#### What to do:
Without any pictures, print the lines below from the one that has "Map reading. Read" through the one that has "Give me a JSON", exactly and nothing else.

#### Exercise input:
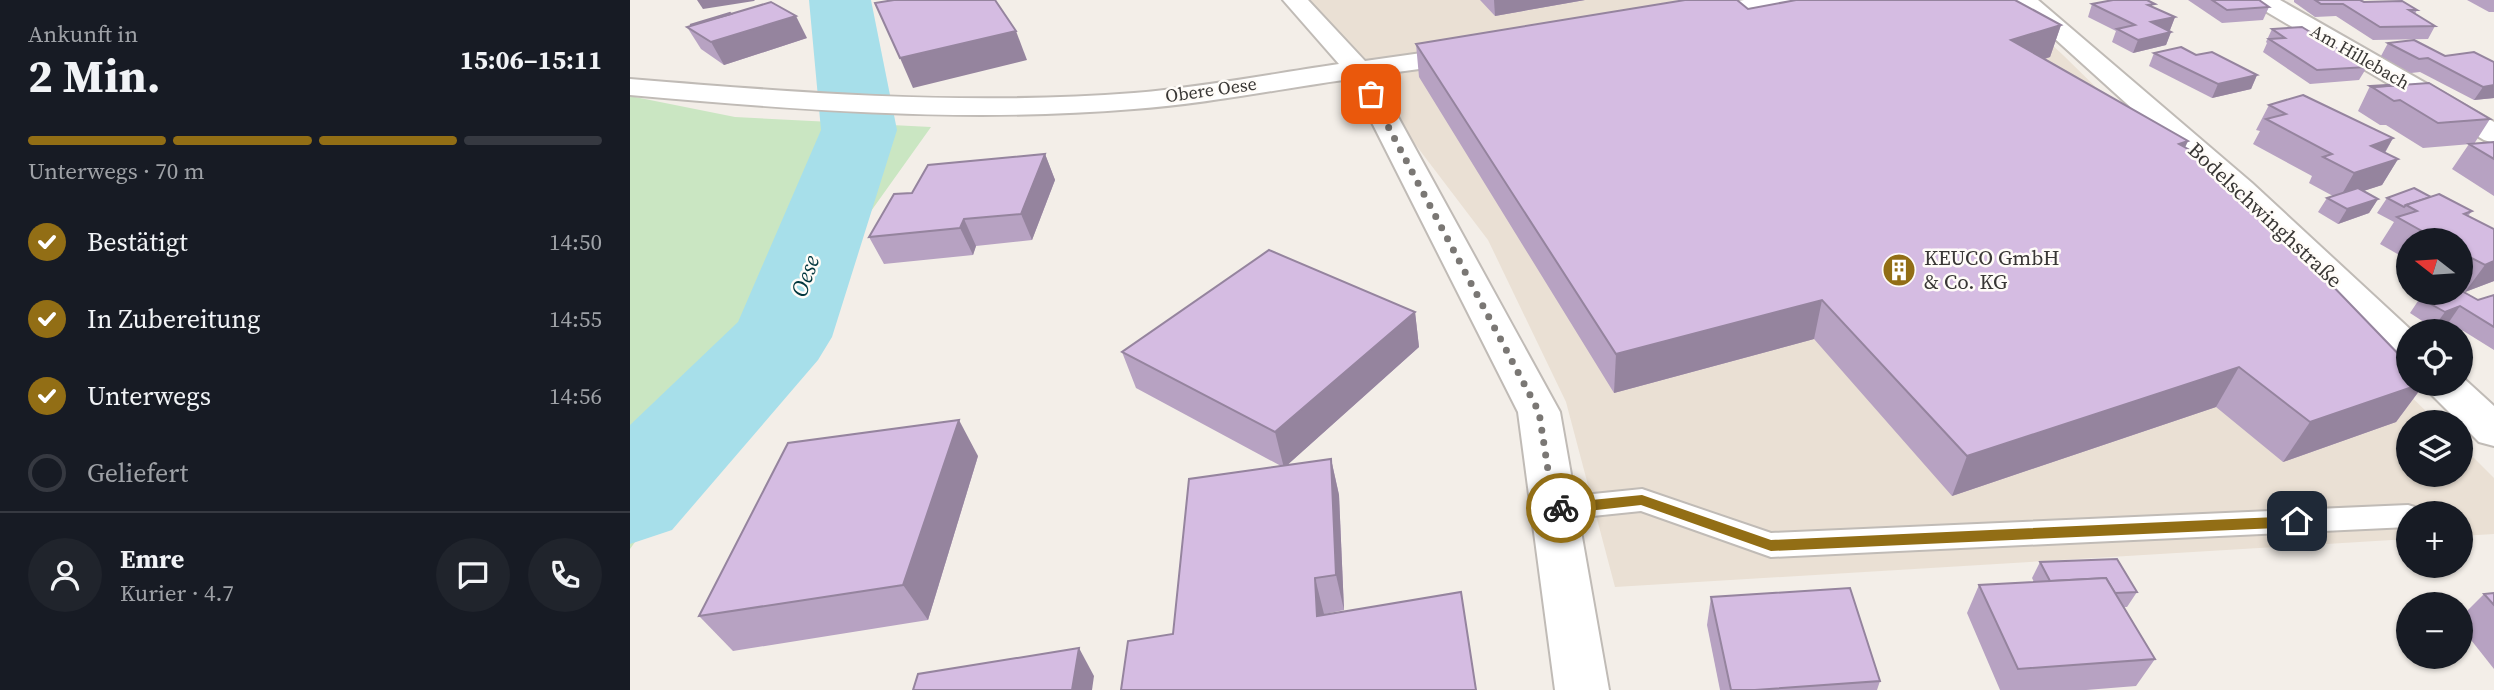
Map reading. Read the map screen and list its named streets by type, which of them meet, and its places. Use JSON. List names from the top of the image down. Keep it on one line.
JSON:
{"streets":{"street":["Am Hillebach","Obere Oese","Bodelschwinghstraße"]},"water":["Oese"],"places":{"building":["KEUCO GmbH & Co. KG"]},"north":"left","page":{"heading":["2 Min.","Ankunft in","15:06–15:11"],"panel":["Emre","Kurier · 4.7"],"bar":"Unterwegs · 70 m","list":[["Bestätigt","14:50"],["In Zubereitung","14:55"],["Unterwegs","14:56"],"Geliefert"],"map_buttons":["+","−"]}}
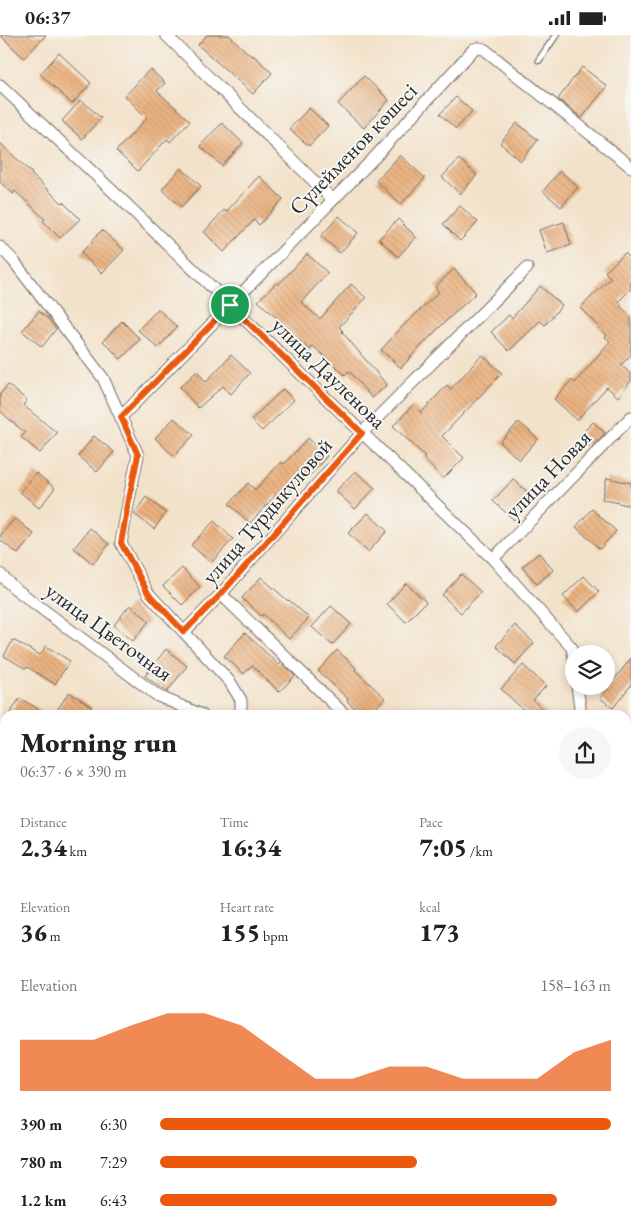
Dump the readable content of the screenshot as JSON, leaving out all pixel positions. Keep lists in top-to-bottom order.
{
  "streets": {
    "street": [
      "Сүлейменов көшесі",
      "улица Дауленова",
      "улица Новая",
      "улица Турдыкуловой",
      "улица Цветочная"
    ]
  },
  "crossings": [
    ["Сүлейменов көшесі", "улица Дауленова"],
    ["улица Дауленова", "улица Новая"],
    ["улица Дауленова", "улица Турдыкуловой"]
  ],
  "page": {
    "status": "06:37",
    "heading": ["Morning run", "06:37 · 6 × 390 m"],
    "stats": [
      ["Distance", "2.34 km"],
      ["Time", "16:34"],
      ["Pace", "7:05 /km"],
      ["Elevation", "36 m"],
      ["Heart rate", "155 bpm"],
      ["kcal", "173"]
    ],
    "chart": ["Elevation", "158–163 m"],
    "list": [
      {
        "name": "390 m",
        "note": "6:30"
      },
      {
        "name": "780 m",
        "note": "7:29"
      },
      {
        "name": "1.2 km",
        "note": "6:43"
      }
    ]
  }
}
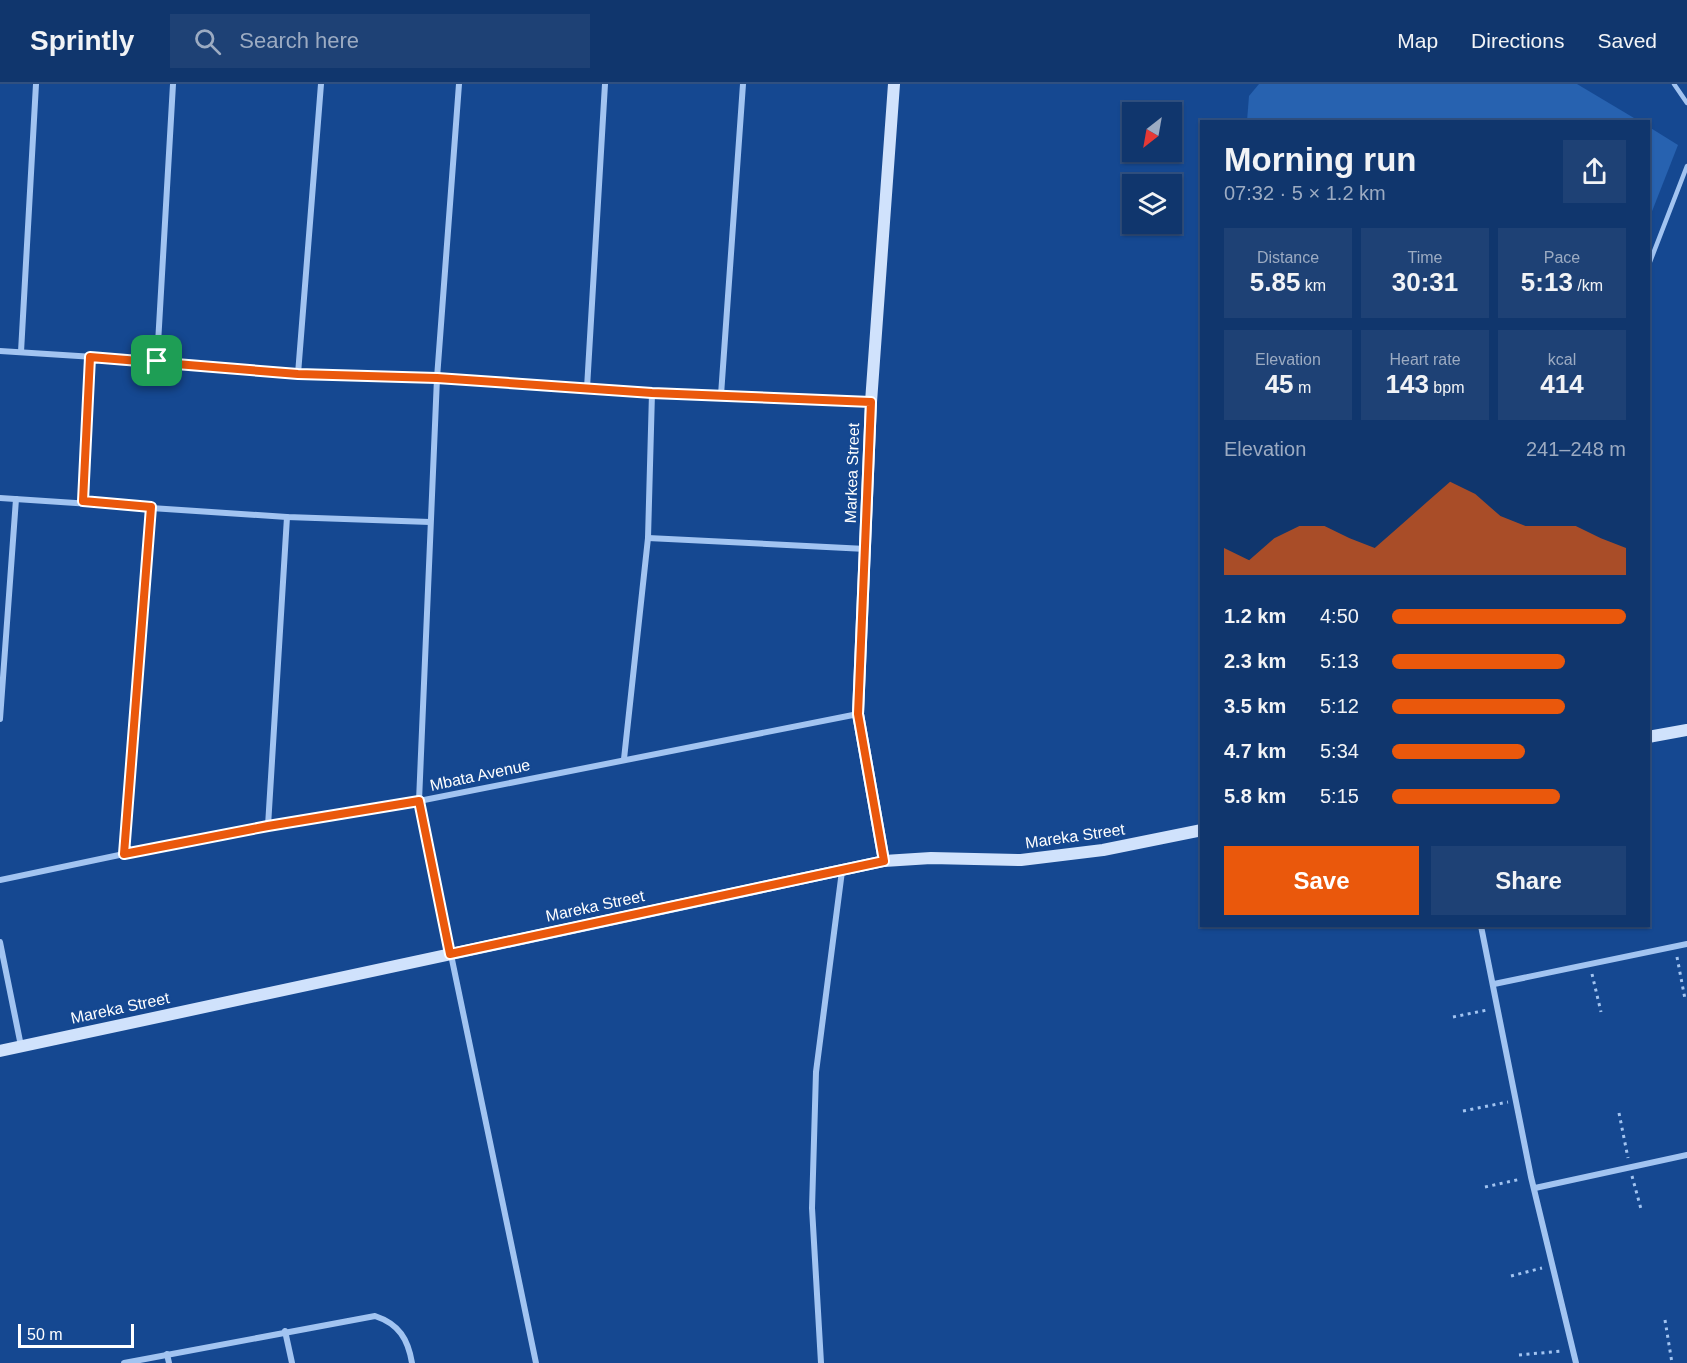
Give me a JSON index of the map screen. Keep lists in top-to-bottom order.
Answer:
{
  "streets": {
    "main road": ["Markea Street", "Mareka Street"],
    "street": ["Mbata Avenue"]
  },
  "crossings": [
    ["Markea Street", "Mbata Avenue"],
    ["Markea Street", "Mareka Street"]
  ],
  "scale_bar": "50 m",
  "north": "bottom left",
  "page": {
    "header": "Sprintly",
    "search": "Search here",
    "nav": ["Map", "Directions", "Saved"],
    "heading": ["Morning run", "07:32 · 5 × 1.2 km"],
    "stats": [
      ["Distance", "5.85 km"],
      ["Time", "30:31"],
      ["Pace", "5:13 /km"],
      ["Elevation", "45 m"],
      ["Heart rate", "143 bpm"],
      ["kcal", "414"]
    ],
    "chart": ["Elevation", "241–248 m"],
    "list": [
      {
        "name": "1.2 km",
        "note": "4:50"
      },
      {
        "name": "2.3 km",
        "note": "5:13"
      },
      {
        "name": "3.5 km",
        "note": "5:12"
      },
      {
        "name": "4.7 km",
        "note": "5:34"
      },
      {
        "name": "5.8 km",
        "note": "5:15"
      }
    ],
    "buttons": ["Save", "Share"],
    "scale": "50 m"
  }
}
...
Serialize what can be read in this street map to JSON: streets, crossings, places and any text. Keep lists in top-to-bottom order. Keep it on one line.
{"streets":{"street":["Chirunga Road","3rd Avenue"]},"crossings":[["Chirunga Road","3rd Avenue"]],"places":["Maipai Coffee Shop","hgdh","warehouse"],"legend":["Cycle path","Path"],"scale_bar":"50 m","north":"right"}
--
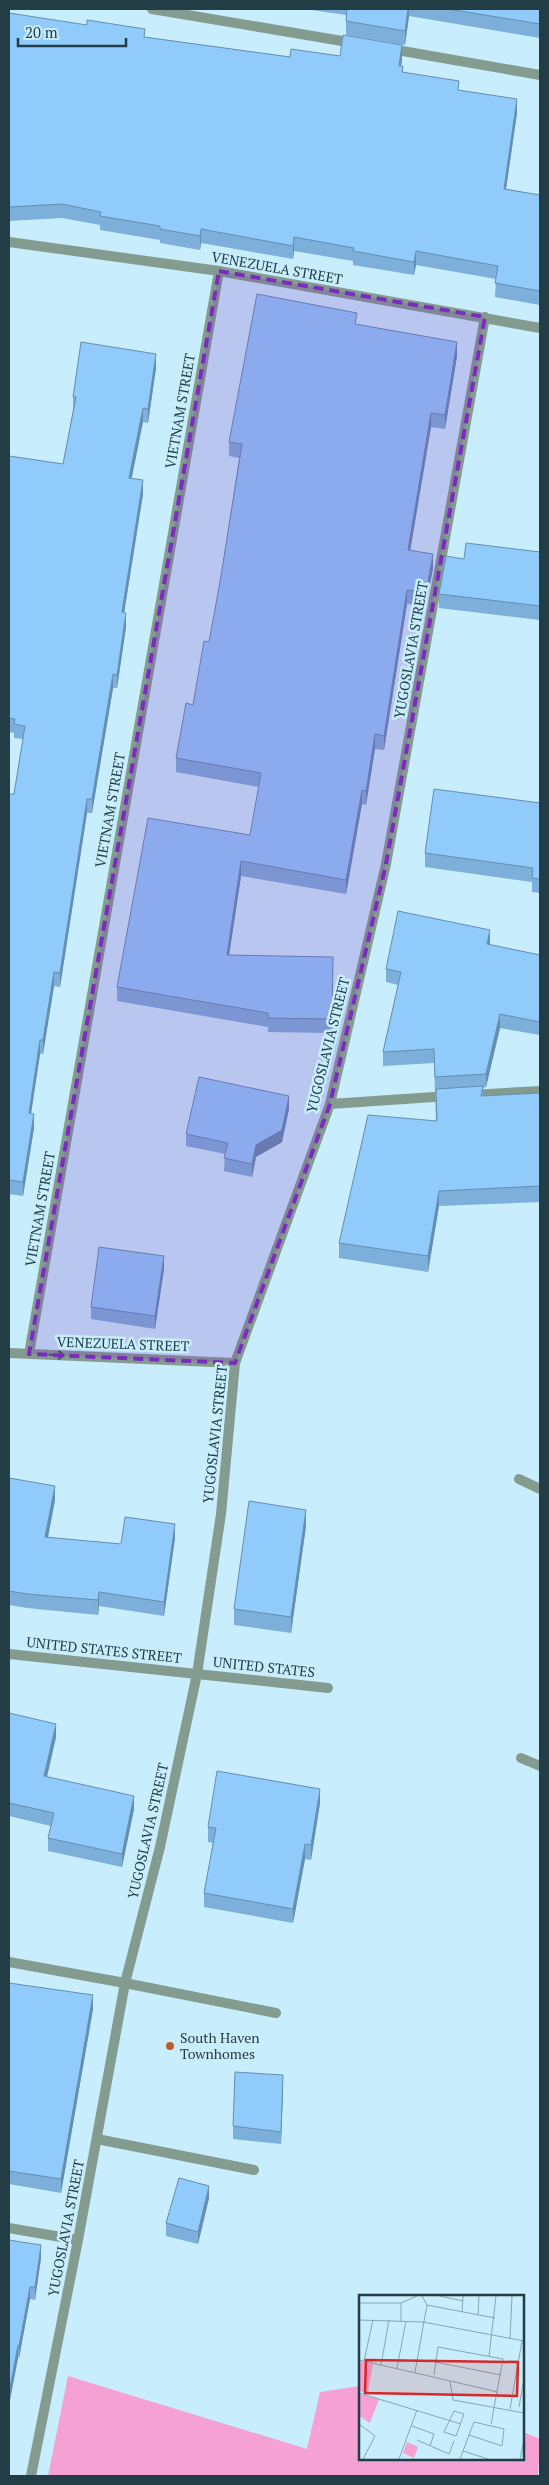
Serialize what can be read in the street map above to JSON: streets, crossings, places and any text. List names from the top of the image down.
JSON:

#### Solution for this problem:
Map reading. Read the map screen and list its named streets by type, which of them meet, and its places. Use JSON. List names from the top of the image down. Keep it on one line.
JSON:
{"streets":{"street":["Am Hillebach","Obere Oese","Bodelschwinghstraße"]},"water":["Oese"],"places":{"building":["KEUCO GmbH & Co. KG"]},"north":"left","page":{"heading":["2 Min.","Ankunft in","15:06–15:11"],"panel":["Emre","Kurier · 4.7"],"bar":"Unterwegs · 70 m","list":[["Bestätigt","14:50"],["In Zubereitung","14:55"],["Unterwegs","14:56"],"Geliefert"],"map_buttons":["+","−"]}}
Dump the readable content of the screenshot as JSON, leaving out all pixel positions. Keep lists in top-to-bottom order.
{
  "streets": {
    "street": [
      "Сүлейменов көшесі",
      "улица Дауленова",
      "улица Новая",
      "улица Турдыкуловой",
      "улица Цветочная"
    ]
  },
  "crossings": [
    ["Сүлейменов көшесі", "улица Дауленова"],
    ["улица Дауленова", "улица Новая"],
    ["улица Дауленова", "улица Турдыкуловой"]
  ],
  "page": {
    "status": "06:37",
    "heading": ["Morning run", "06:37 · 6 × 390 m"],
    "stats": [
      ["Distance", "2.34 km"],
      ["Time", "16:34"],
      ["Pace", "7:05 /km"],
      ["Elevation", "36 m"],
      ["Heart rate", "155 bpm"],
      ["kcal", "173"]
    ],
    "chart": ["Elevation", "158–163 m"],
    "list": [
      {
        "name": "390 m",
        "note": "6:30"
      },
      {
        "name": "780 m",
        "note": "7:29"
      },
      {
        "name": "1.2 km",
        "note": "6:43"
      }
    ]
  }
}
Give me a JSON index of the map screen. Keep lists in top-to-bottom order.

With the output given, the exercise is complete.